Purposive sampling does of course have shortcomings: the voices and perspectives of individuals and groups that are underrepresented, intentionally or not, may be left out of the research. In the case of exploratory research, such as this, important parties may be excluded due to the inherent ambiguity of an exploratory approach.

Stake (2005) divides case studies into three types: intrinsic, instrumental, and multiple or collective case studies. Intrinsic case studies are those undertaken to better understand the case itself. This is in contrast to instrumental cases, which are studied in order to investigate the concerns of researchers—that is, to develop or test theory. Multiple or collective case studies are instrumental case studies extended to multiple cases. In my opinion, intrinsic case studies are an ideal, but non- existent, type, since all researchers select their cases for some reason, in order to investigate some understanding or lack of understanding of the world.

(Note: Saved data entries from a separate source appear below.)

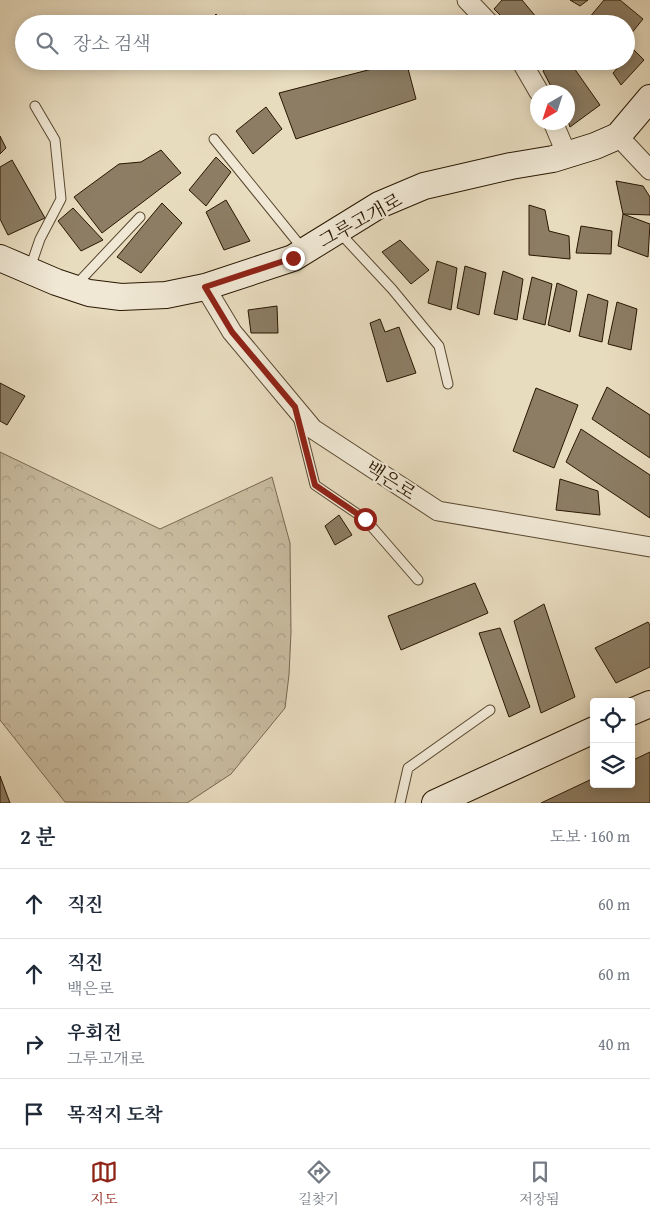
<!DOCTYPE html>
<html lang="ko">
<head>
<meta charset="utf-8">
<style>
	:root { --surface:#fff; --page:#f2f2f3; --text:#1f2937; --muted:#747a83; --line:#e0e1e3; --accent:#8f2418 }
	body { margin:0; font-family:"Gentium Book Plus","Noto Serif KR",serif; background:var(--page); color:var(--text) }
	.controls { position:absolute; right:15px; bottom:15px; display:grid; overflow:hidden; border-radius:5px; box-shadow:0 2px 12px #0003 }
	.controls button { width:45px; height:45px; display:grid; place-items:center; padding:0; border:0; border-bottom:1px solid var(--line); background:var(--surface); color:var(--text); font:25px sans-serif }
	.compass { position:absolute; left:530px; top:85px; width:45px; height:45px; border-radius:50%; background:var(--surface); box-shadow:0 2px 12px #0003; rotate:219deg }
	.stop { position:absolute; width:15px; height:15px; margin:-11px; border:4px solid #8f2418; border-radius:50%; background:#fff }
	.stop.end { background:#8f2418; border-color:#fff; box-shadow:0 1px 5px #0008 }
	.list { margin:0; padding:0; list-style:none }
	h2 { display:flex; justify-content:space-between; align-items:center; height:65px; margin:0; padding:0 20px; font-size:21px }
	h2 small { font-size:16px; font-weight:400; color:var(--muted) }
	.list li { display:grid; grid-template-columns:32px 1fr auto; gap:15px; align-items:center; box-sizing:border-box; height:70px; padding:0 20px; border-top:1px solid var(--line) }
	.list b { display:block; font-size:19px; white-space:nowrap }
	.list p { margin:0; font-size:16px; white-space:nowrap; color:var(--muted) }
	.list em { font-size:16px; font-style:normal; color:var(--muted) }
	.icon { flex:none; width:28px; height:28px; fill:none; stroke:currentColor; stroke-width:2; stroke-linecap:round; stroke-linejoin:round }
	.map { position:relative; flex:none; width:650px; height:803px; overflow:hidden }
	.search { position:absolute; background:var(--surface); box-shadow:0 2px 12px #0003; left:15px; right:15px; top:15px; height:55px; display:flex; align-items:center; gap:12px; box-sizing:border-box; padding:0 18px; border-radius:28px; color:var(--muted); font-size:19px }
	.sheet { height:345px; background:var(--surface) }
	nav { display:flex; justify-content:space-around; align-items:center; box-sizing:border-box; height:70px; border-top:1px solid var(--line); background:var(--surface); font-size:14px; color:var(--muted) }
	nav a { display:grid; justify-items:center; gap:2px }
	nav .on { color:var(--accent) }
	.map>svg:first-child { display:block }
	.forest { fill:url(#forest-crowns); stroke:#786950 }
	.building { fill:#8c7d64; stroke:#291701 }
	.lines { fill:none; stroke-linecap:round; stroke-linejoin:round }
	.lane-casing { stroke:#594830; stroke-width:11 }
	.street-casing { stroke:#594830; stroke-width:21 }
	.secondary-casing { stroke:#291701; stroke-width:28 }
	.lane { stroke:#f0e8d5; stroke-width:9 }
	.street { stroke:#f0e8d5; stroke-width:19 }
	.secondary { stroke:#f0e8d5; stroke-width:26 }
	.route { stroke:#8f2418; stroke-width:6 }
	.labels { text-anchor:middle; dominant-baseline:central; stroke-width:4.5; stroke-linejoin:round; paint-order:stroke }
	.street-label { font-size:19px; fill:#291701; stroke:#f0e8d5 }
</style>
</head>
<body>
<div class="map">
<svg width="650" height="803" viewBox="0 0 650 803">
	<defs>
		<pattern id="forest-crowns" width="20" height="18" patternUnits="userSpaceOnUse" patternTransform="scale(1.25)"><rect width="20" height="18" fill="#c8bb9f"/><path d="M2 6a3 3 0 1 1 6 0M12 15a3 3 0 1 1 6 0" fill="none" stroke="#aca087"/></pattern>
	</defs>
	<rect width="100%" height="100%" fill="#e8dcbf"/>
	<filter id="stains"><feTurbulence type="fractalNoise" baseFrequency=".004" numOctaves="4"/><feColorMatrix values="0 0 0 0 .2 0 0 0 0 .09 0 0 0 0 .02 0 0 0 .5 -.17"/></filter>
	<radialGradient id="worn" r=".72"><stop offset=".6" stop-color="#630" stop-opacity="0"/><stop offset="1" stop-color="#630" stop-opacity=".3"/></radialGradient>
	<path class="forest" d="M0,452L160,529L272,477L290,543L291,632L289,675L285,708L231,774L187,803L65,802L0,720Z"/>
	<path class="building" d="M502,0H522L542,24H509L494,9Z
		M570,0H588L580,6Z
		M604,0H620L643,19L626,40V24H584Z
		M216,14L223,24H207Z
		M245,15L251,24H234Z
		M634,50L644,60L621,85L613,73L624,61H626V59Z
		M403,61H406L416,99L296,139L279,93Z
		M555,61H569L600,105L570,127L568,121V92H554L543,71Z
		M266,107L282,129L253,154L236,131Z
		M0,136L6,148L0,154Z
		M161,150L181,173L102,233L74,197L119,164L141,162Z
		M216,157L231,172L206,206L189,190Z
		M12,160L45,218L8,235L0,219V167Z
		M616,181L643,186L650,197V215L623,214Z
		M226,200L250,241L224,250L206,212Z
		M162,203L182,223L141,273L117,257Z
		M529,205L545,210L549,231L569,236L570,259L529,255Z
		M73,208L103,240L81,251L58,221Z
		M623,214L650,224L648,257L618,246Z
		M581,226L612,231L611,254L576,253Z
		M400,240L429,270L411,284L382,252Z
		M437,261L457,268L451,310L428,303Z
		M465,266L486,273L479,315L457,308Z
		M503,271L523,279L517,320L494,314Z
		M532,277L552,284L545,325L523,319Z
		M557,283L577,291L570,332L548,325Z
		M588,294L608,301L602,342L579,336Z
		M617,302L637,309L631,350L608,344Z
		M277,306L278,333H251L248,310Z
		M380,319L385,332L399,327L416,373L387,382L370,323Z
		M0,383L25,396L7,425L0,421Z
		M607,387L650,415V458L592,419Z
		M536,388L578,405L554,468L513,451Z
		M581,429L650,475V518L566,462Z
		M560,479L598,491L600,515L556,510Z
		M339,515L352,535L335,545L325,526Z
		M475,583L488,613L401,650L388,616Z
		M544,604L575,697L541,713L514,621Z
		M648,622L650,625V667L616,683L595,648Z
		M500,628L530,707L509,717L479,633Z
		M650,752V803H541L594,778V784H631V761Z
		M0,776L10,803H0Z"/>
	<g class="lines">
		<defs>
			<path id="lane" d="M214,139L303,249
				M339,232L392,289L439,346L448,384
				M30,268L40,239L61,199L55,140L35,106
				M75,286L140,217
				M298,417L315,485L365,519L418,580
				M400,803L408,768L490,710"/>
			<path id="street" d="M467,0L490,24
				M521,61L539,92
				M553,122L567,155
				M618,136L650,170
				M205,287L232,332L313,429L438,511L650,547"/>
			<path id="secondary" d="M0,258L56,282L89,293L121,297L166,295L205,287L293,258L379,205L424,186L511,166L553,159L595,146L618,136L650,98
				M631,712L650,704
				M435,803L594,730"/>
		</defs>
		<use href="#lane" class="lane-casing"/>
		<use href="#street" class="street-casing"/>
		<use href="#secondary" class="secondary-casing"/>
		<use href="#lane" class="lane"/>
		<use href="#street" class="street"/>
		<use href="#secondary" class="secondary"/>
	</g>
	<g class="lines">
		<path class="route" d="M293,258L205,287L232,332L295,407L315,485L365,519"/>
	</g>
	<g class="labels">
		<g class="street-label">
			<text transform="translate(360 220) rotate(-29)">그루고개로</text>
			<text transform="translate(391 480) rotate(33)">백은로</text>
		</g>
	</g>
	<rect width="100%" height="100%" filter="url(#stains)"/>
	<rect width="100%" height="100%" fill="url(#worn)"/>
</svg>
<div class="controls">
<button><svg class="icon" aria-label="locate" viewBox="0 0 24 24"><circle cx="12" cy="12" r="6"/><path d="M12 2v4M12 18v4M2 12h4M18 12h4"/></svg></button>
<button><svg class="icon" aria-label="layers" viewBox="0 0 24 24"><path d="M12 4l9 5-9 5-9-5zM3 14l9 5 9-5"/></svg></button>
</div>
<svg class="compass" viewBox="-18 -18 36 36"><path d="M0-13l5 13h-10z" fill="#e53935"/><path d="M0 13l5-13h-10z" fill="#747a83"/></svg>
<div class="stop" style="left:365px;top:519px"></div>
<div class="stop end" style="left:293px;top:258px"></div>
<div class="search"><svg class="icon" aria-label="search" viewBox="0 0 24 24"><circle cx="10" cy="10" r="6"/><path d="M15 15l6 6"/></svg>장소 검색</div>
</div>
<section class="sheet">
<h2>2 분<small>도보 · 160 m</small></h2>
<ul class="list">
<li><svg class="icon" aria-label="ahead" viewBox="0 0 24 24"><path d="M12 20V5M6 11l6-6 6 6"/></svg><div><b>직진</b></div><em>60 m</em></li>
<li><svg class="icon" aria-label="ahead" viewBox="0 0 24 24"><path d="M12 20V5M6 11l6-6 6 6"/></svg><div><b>직진</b><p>백은로</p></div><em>60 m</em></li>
<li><svg class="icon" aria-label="right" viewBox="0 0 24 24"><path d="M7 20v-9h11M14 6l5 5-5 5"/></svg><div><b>우회전</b><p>그루고개로</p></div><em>40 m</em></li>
<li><svg class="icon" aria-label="arrive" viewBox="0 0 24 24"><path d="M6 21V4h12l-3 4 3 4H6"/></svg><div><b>목적지 도착</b></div></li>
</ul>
</section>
<nav>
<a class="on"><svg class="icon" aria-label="map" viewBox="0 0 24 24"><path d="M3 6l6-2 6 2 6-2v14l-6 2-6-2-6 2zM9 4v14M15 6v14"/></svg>지도</a>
<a><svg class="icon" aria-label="directions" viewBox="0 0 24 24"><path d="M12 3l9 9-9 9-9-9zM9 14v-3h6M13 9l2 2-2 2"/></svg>길찾기</a>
<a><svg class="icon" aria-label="saved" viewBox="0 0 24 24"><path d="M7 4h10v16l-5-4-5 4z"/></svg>저장됨</a>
</nav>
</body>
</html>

Both Stake (2005) and Patton (2002) advocate case selection on the basis of the opportunity to learn and develop knowledge. Patton (2002) details sixteen purposive sampling strategies, each with its own purpose. The rationales vary: extreme or deviant case sampling examines unusual cases of a phenomenon; typical case sampling investigates the ‘normal’ instance of a phenomenon.71

Opportunistic sampling makes use of flexibility and emergent circumstances, while political

108 importance-based sampling is used to attract attention to the study. Clearly, the scientific credibility of sampling methods varies.

Both Patton (2002) and Flyvbjerg (2006) draw attention to the possibility of a case fulfilling multiple sampling selection strategies. In these cases the researcher may be able to analyze the case from multiple perspectives (Flyvbjerg, 2006)).

Cases generally include smaller units within them: people, places, events, and policies, for example. These are referred to as layered, nested, embedded, or mini cases (Patton, 2002; Stake, 2005). Some authors advise collecting data on the lowest reasonable level, as aggregation is always possible but disaggregation is not (Patton, 2002). Nested cases can take interesting forms; for example, Mukhija (2010) suggests creating subcases based on different perspectives; in his example, those of for-profit housing developers, non-profit housing developers, and community cooperatives.

Generalizability

The inability to generalize statistically from a case study to a population is considered the major weakness of case study research (Stark & Torrance, 2005). Some argue that case study research efforts can be small steps toward generalization (Stake, 2005), while a more traditional view considers case study research to be appropriate only for hypothesis generation, and thus appropriate for under- researched and weakly developed areas of research.

Others argue for the generalizability of case studies. These arguments fall into two groups. The first is based around Popper’s falsification test, in which a scientific statement can be falsified through one counter example. A falsification of a theory would certainly be generalizable. The selection of critical cases, those in which it can be said “if it happens there, it will happen anywhere” or “if it doesn’t happen there, it won’t happen anywhere” (Patton, 2002, p.236), is ideal in case study research designs investigating theory falsification (Ruddin, 2006).

The second argument for the generalizability of case studies is referred to as “naturalistic generalization” (Stake & Trumbull, 1982). Here generalization is considered transferability, meaning that the researcher provides detail rich description that facilitates each reader making an individual judgment on whether a case is generalizable or not (Lincoln & Guba, 1985; Ruddin, 2006; Stark & Torrance, 2005). This is the argument I make for this research. My intention is to provide sufficient detail and depth of description so that, in addition to my conclusions, readers can judge for themselves in which ways the work is generalizable. I provide some direction, such as restricting the discussion to weak market regions, but leave the task of making generalizability decisions to the reader on a case- by-case basis. Of course, I intend for this research to generate hypotheses that can be tested in later research as well.